We dig sleepers here at BangShift. But what constitutes a great sleeper? The ability to blend in and the ability to pull off the ruse with little to no hint of what is actually going on. Depending on performance, there might be room for adjustments. It’s one thing to hear a V8 from an S10, for example, but when it’s ripping nines at the track, it’s still a sleeper. When you hear blower whine from a Buick Regal GS, it’s nothing new, but when it’s dragging modified Camaros like nothing is wrong with the air conditioning on, that’s something.
So what does it take for an Alfa Romeo 164 that looks like it was pulled from a Touring Car class to be classified a sleeper? F1 technology. The body would be true to the production car, but underneath you got everything from F1 that made life worth living: chassis, suspension setup, and that screaming motor. In 1988, FIA was considering a touring car class called ProCar, which these beasts would race. Since Alfa had Brabham Racing under the corporate envelope, they built one chassis based on the 164, complete with removable nose and tail cones, but perfectly set up to resemble a 164 when put together, including body gaps. The engine was a 3.5L V10 that was mid-mounted. Packing 620hp in a car that weighed about 1700 lbs. at the heaviest, the Alfa would shriek it’s way to 211 mph, all while looking nothing more than a slightly tricked out sedan.

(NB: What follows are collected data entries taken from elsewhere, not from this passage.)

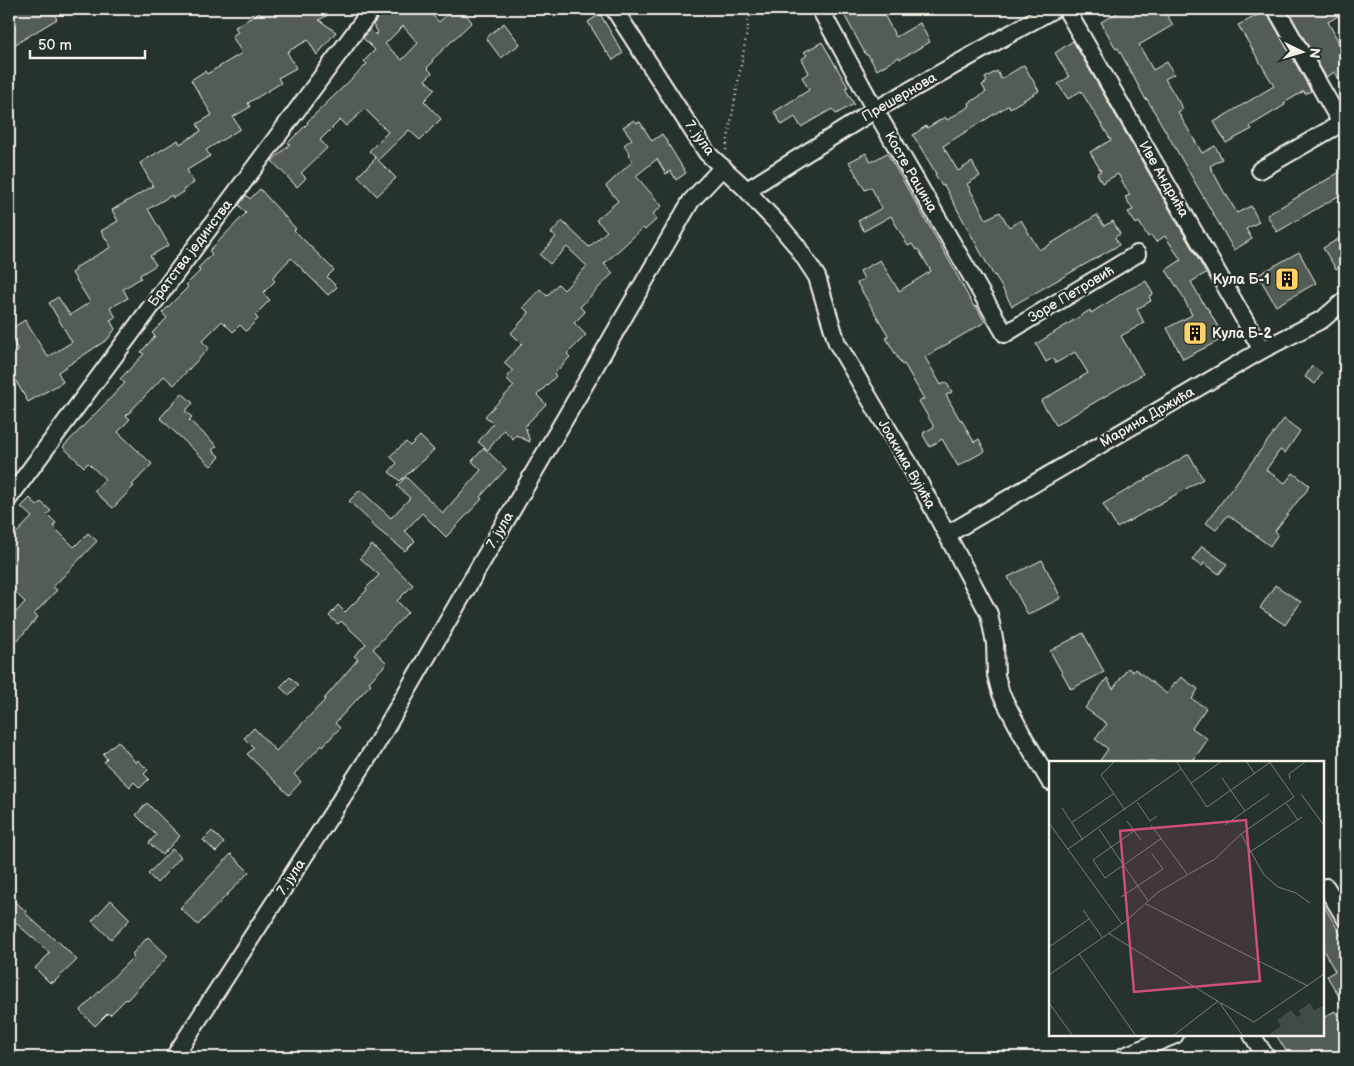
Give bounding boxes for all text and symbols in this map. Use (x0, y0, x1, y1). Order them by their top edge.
scale bar (30, 28, 145, 60)
north arrow (1276, 28, 1326, 78)
text: 50 m (38, 36, 72, 55)
text: N (1306, 47, 1323, 59)
street label: Прешернова (859, 68, 940, 125)
street label: 7. јула (682, 117, 719, 159)
street label: Косте Рацина (881, 128, 941, 216)
street label: Иве Андрића (1135, 138, 1193, 221)
street label: Братства јединства (144, 196, 236, 310)
street label: Зоре Петровић (1025, 262, 1117, 326)
building icon: Кула Б-1 (1274, 266, 1300, 292)
place label: Кула Б-1 (1213, 271, 1270, 288)
building icon: Кула Б-2 (1182, 320, 1208, 346)
place label: Кула Б-2 (1212, 325, 1272, 342)
street label: Марина Држића (1097, 383, 1198, 451)
street label: Јоакима Вујића (875, 416, 940, 512)
street label: 7. јула (483, 508, 518, 551)
inset map (1049, 761, 1324, 1036)
street label: 7. јула (273, 855, 309, 898)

ProCar never did get off the ground, since no other manufacturer would develop a car. What is very interesting to note about the 164 is that the car actually had less aerodynamic drag than the typical F1 car that was racing at Monza the day they showed it off. Had it been allowed to compete, it would have been an outright threat to the single-seaters. The FIA actually feared that ProCar and the touring cars would steal away revenue from F1 and cancelled the series, and did not bring it back until 1993.